ABOUT THIS EXERCISE:
Skip all lines in the entries below that come before the one containing "de las Flores</span>". Repeat that line and the rest exactly.

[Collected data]
****

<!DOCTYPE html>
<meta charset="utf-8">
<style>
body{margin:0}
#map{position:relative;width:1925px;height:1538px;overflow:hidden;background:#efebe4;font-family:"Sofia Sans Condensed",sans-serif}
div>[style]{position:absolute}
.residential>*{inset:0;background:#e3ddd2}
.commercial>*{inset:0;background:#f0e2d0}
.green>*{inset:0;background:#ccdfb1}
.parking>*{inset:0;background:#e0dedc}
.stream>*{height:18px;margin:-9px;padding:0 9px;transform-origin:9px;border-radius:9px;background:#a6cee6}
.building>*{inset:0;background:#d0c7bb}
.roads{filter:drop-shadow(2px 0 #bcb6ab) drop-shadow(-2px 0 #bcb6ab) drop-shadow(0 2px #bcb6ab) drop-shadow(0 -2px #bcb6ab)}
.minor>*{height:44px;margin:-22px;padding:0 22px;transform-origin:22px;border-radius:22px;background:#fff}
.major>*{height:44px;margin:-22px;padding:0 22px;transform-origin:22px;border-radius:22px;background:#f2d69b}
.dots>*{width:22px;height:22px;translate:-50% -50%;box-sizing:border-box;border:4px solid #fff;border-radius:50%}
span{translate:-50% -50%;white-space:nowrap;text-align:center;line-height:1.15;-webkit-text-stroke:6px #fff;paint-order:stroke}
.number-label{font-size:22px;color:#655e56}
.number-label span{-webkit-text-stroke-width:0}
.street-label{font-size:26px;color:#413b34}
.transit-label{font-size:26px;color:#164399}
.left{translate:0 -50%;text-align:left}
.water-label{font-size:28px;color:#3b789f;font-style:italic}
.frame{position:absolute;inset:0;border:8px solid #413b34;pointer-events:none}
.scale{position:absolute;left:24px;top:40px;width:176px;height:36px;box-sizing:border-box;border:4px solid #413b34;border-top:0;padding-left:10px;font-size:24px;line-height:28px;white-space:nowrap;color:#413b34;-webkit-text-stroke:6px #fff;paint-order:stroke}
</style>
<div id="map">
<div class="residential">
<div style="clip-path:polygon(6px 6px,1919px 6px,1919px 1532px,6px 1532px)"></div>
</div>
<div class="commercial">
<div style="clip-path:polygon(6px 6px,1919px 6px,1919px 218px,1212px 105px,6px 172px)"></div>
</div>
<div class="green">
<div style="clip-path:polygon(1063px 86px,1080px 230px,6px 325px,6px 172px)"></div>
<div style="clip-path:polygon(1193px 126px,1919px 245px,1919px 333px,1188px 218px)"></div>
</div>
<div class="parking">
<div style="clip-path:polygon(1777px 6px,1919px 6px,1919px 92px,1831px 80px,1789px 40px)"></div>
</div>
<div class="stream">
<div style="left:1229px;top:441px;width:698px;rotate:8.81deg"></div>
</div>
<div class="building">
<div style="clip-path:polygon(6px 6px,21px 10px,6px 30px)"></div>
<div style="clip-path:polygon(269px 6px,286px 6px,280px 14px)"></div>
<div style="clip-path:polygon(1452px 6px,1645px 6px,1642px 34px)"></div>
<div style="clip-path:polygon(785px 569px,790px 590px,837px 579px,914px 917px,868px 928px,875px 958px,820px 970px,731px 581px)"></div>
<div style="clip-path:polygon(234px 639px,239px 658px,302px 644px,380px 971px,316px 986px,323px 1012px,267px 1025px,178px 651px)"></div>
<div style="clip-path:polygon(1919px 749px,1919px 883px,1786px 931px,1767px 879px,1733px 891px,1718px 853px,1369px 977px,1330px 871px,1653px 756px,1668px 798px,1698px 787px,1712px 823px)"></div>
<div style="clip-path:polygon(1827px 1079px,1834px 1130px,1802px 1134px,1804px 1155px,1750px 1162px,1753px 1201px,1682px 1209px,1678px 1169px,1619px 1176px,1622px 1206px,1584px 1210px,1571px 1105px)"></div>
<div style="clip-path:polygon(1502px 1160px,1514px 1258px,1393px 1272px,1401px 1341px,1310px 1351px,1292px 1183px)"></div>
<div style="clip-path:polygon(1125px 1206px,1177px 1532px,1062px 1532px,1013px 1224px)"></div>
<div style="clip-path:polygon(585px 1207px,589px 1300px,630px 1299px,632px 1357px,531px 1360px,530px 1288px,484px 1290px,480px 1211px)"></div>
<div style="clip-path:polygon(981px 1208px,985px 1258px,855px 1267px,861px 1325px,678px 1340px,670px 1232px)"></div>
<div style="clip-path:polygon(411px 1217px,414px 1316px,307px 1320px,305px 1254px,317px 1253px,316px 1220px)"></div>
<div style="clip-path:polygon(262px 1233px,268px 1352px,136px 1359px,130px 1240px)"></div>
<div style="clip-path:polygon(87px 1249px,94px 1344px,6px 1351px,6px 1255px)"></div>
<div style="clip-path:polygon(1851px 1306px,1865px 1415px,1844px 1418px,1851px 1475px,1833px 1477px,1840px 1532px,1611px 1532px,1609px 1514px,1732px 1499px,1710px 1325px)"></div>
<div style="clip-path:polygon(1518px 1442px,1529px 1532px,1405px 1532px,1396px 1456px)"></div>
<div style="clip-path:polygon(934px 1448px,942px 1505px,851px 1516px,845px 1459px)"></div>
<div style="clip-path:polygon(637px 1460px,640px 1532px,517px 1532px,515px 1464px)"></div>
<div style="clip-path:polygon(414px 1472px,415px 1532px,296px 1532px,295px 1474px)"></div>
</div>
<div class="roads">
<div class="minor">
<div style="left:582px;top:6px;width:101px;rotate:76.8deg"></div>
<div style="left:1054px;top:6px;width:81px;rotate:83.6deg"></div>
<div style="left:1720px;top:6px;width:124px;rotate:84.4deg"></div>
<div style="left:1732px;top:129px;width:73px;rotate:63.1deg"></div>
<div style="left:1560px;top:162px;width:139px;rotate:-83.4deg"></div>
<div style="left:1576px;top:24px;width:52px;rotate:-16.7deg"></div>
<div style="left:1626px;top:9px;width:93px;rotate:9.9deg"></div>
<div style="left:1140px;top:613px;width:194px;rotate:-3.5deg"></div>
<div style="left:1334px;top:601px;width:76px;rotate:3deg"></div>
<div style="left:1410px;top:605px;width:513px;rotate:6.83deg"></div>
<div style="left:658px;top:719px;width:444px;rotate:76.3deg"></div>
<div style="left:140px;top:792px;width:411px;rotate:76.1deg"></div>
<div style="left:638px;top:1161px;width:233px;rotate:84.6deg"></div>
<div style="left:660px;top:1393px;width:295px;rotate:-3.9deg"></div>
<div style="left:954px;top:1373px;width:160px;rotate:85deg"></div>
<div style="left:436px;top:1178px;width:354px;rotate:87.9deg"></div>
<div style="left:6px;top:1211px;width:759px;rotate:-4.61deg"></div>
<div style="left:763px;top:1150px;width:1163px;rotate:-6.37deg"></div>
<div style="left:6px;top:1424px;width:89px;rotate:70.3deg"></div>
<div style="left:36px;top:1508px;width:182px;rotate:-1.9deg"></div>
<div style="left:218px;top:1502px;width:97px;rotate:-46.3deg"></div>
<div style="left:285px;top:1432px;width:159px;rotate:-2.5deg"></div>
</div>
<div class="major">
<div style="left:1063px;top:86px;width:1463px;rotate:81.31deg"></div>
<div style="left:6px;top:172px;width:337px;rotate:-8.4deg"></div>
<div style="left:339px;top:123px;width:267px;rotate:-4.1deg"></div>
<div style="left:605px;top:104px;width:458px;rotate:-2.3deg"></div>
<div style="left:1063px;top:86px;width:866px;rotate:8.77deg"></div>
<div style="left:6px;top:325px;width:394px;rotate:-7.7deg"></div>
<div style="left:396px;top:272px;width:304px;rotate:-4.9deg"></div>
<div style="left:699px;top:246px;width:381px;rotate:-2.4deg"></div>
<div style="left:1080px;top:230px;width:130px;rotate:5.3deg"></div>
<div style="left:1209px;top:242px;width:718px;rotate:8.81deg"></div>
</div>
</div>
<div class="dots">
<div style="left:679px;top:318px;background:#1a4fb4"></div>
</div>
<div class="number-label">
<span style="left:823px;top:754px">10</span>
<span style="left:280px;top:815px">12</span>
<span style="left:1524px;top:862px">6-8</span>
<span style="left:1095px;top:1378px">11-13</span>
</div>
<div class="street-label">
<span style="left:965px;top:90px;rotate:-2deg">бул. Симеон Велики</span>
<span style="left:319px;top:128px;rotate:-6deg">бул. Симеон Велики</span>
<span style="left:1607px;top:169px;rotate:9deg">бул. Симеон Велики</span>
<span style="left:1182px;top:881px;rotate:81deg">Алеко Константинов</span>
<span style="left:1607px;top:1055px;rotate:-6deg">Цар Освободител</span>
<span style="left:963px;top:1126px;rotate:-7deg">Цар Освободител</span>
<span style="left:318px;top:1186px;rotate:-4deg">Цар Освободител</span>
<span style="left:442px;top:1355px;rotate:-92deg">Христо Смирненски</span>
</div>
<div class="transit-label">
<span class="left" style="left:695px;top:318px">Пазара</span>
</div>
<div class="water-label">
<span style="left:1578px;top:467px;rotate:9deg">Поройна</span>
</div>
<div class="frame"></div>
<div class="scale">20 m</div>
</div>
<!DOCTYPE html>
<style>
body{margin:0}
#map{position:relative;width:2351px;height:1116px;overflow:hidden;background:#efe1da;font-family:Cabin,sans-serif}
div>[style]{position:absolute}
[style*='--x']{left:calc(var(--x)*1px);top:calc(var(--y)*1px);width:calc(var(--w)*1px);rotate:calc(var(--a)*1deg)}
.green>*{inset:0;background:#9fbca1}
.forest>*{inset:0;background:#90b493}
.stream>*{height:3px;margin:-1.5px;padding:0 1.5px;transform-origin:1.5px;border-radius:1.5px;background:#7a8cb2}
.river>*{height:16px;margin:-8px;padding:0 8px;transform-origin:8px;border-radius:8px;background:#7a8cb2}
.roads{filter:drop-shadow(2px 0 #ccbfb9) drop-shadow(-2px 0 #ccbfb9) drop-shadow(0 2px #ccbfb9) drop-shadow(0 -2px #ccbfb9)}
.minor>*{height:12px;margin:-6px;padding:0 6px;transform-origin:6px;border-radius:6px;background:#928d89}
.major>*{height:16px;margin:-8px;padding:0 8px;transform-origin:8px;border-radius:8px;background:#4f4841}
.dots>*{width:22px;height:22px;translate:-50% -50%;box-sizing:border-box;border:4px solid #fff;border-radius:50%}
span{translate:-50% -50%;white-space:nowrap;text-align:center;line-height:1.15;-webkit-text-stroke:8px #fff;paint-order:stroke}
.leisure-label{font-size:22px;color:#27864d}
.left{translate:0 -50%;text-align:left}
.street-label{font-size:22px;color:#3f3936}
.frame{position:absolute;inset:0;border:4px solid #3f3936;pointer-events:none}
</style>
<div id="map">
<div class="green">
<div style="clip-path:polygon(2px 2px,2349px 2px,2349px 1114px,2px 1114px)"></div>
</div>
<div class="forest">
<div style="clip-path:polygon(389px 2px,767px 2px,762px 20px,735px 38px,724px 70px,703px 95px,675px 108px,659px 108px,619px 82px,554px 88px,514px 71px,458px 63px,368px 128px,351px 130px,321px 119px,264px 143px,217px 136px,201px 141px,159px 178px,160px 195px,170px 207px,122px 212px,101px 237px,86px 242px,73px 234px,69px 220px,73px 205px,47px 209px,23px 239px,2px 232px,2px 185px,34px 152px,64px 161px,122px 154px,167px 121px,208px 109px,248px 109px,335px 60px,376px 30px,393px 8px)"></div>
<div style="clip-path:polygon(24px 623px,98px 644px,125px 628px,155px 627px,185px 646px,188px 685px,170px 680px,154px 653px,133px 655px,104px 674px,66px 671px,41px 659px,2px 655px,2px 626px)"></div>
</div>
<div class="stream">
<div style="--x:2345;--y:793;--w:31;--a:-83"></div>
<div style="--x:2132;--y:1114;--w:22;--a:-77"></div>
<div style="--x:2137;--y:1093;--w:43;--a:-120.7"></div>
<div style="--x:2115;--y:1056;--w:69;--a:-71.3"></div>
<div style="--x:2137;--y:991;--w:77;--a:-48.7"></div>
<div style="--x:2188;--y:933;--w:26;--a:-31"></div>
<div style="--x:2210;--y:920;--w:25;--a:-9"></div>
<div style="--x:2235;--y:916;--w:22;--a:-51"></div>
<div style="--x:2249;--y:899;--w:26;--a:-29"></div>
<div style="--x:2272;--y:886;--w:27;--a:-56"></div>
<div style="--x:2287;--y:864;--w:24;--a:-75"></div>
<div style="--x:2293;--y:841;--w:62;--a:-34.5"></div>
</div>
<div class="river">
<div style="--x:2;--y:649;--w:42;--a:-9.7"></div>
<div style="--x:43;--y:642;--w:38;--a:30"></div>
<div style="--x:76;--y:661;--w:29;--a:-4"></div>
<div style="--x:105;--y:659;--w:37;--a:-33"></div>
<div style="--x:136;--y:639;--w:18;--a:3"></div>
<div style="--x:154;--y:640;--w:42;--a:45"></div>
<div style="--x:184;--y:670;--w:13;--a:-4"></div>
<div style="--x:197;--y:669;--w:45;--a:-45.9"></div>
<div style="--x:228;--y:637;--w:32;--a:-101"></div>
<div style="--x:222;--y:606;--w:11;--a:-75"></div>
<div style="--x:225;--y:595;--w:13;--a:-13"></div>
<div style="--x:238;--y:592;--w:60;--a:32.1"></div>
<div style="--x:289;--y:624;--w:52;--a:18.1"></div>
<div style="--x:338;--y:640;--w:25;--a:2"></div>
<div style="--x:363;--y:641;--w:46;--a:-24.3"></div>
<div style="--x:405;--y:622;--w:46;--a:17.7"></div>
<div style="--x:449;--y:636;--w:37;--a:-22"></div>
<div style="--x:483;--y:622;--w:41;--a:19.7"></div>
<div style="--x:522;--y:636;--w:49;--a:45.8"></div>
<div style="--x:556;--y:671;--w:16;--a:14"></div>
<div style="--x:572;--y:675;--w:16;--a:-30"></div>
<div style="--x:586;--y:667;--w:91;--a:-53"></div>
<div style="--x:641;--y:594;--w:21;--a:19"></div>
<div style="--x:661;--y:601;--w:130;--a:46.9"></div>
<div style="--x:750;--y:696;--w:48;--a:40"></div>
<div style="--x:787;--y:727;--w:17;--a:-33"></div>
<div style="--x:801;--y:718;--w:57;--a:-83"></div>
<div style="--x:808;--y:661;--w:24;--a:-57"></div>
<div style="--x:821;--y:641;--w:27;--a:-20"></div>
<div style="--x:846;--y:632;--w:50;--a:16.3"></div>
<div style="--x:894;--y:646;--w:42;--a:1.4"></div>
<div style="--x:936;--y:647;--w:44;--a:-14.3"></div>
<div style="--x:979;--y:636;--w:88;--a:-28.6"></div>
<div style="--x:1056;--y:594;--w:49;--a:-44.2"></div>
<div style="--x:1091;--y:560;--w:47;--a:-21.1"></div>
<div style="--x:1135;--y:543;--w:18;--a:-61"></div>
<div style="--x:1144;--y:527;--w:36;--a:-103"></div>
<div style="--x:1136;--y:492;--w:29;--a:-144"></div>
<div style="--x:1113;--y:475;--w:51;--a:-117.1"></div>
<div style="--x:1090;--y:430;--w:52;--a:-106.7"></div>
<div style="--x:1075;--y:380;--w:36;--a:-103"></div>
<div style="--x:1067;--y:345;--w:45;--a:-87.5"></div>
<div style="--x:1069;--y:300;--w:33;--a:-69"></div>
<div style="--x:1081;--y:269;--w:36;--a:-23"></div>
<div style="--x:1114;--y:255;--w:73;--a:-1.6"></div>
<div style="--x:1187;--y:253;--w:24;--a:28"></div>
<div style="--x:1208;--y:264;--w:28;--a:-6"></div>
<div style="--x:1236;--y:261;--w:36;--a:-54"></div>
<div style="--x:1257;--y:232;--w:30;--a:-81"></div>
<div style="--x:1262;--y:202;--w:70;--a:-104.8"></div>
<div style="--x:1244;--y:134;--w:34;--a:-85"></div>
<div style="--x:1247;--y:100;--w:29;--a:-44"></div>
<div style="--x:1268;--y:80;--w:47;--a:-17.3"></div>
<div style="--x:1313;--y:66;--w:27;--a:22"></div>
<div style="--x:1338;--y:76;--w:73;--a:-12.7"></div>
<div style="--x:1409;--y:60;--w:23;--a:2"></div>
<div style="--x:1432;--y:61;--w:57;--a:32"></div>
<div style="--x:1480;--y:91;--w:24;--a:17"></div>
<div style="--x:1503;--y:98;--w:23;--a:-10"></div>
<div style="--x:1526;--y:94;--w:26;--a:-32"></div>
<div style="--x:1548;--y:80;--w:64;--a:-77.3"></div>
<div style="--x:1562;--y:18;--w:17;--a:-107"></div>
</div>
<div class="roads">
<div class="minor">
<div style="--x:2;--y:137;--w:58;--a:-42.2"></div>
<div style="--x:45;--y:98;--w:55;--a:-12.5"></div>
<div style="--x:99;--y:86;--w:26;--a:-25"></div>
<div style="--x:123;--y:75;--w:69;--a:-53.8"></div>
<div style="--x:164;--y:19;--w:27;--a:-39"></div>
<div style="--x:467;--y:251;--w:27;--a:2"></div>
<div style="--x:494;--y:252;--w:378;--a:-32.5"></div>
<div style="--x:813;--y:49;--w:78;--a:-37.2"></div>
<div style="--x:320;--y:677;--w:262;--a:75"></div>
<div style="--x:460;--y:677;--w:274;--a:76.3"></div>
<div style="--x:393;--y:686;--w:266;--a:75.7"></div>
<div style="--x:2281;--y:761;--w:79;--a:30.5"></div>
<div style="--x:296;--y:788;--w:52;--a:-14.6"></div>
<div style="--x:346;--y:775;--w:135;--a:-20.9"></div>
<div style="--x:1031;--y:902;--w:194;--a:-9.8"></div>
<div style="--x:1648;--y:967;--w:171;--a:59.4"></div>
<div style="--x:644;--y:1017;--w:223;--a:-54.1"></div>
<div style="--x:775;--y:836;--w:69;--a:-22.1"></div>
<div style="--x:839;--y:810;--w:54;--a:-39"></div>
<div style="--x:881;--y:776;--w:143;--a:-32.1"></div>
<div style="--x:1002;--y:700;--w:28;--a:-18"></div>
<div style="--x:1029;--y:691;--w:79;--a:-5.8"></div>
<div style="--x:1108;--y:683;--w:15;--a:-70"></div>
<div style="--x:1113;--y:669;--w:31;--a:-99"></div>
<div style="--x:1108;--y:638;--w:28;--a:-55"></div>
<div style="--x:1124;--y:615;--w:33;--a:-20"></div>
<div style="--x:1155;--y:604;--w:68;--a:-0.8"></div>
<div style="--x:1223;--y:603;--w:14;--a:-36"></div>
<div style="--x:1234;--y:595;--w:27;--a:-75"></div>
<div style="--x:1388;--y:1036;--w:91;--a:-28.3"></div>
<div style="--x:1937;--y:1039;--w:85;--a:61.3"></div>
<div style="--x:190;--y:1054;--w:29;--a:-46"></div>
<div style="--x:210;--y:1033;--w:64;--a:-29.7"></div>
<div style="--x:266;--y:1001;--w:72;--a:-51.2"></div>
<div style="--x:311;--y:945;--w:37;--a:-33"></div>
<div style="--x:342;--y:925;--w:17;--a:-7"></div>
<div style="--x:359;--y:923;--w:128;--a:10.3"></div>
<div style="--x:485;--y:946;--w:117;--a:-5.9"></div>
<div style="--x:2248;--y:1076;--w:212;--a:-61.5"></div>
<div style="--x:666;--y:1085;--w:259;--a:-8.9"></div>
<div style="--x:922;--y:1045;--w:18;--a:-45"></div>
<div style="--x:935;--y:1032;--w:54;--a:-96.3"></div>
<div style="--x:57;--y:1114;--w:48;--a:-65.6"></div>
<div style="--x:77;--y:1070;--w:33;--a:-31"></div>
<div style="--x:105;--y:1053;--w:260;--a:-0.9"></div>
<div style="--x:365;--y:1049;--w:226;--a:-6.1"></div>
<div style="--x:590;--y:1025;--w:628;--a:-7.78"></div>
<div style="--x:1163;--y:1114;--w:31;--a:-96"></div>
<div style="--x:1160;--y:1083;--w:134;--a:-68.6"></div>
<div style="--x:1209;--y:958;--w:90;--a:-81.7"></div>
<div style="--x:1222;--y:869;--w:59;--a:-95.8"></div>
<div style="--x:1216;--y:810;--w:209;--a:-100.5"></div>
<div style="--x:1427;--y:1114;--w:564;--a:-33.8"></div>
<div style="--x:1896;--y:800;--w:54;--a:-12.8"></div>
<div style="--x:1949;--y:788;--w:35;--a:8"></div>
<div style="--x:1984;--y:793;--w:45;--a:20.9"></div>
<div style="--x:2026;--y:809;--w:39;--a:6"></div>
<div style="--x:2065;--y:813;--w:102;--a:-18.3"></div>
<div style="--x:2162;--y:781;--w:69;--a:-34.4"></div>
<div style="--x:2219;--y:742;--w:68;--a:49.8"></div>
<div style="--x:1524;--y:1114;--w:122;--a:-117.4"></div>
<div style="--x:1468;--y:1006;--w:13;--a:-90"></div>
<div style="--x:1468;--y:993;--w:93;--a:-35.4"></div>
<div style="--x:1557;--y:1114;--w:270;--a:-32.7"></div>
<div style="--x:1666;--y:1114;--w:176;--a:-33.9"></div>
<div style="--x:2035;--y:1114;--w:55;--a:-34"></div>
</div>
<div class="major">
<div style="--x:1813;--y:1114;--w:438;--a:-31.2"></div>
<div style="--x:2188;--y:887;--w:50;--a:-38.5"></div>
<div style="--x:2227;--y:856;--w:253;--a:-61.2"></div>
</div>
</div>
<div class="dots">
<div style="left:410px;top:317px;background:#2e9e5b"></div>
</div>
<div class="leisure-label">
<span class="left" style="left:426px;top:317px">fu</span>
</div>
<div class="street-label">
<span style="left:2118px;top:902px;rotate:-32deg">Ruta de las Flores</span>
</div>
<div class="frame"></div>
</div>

****

SOLUTION TO THE PROBLEM:
<span style="left:2118px;top:902px;rotate:-32deg">Ruta de las Flores</span>
</div>
<div class="frame"></div>
</div>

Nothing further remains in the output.